Le congrès du PASTEF (Parti les Patriotes africains du Sénégal pour le travail, l’éthique et la fraternité) a eu lieu samedi à Diamniadio. Les délégués de cette formation politique ont élu un bureau national et adopté les textes nécessaires. Le congrès consacre l’émancipation du parti vis-à-vis du pouvoir de Bassirou Diomaye Faye avec lequel il est en froid depuis plusieurs mois.
C’est un congrès qui fera date dans l’histoire politique contemporaine du Sénégal. A Diamniadio, aux portes de Dakar, les délégués de Pastef-Les Patriotes ont élu Ousmane Sonko à la tête du parti. Si l’issue de ce scrutin ne faisait aucun doute, la configuration inédite de ce premier congrès national depuis la création du mouvement en 2014 intervient au moment d’une profonde recomposition institutionnelle au sommet de l’État.
Un vote unanime pour structurer le PASTEF
Le verdict des urnes est sans équivoque et témoigne de l’autorité absolue qu’exerce le nouveau président de l’Assemblée nationale sur les structures internes de sa formation. Selon les résultats proclamés par la commission électorale du congrès, Ousmane Sonko obtient la totalité des voix, soit 589 suffrages sur 589 procès-verbaux reçus (sur 598 attendus). Aucun vote blanc ou nul n’a été enregistré pour un taux de participation de 98,5 %.
Ce rassemblement, qui a mobilisé les délégués venus du Sénégal et de la diaspora, marque un tournant managérial. Dans une contribution publiée en amont de l’événement, Ousmane Sonko avait théorisé cette étape comme indispensable pour faire passer le Pastef « du mouvement à l’organisation ». En s’octroyant la direction politique formelle, le leader s’assure les leviers nécessaires pour redéfinir la doctrine du parti face aux réalités de l’exercice du pouvoir.
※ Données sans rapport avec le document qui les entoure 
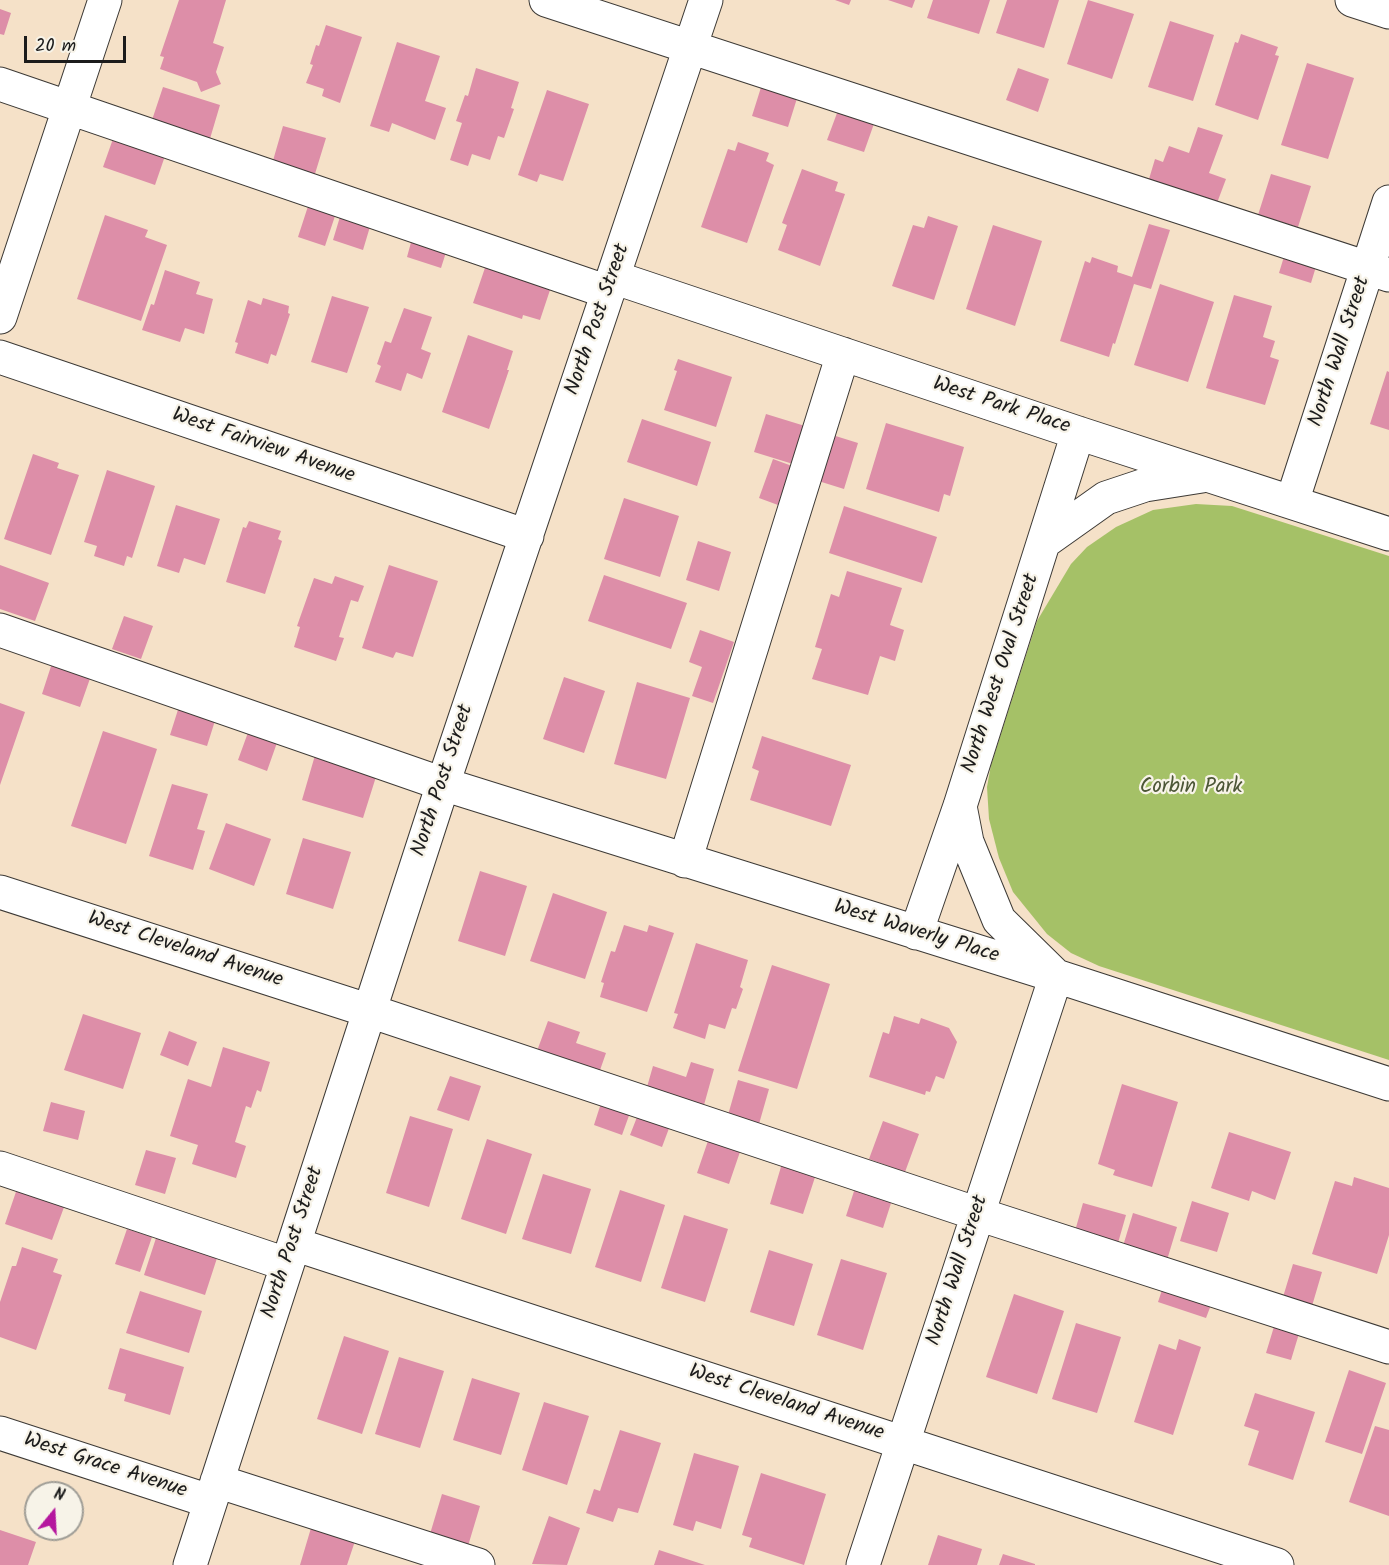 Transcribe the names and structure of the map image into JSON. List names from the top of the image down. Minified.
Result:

Les délégués ont été voté à l’unanimité le règlement intérieur du parti.
Un congrès du PASTEF très attendu
Au-delà de la restructuration interne, la véritable portée de ce congrès réside dans son contexte politique immédiat. L’élection survient en effet deux semaines après qu’Ousmane Sonko a été démis de ses fonctions de Premier ministre, le 22 mai, par le président Bassirou Diomaye Faye. Un limogeage rapidement suivi par l’accession de M. Sonko au perchoir de l’Assemblée nationale, après la démission d’El Malick Ndiaye.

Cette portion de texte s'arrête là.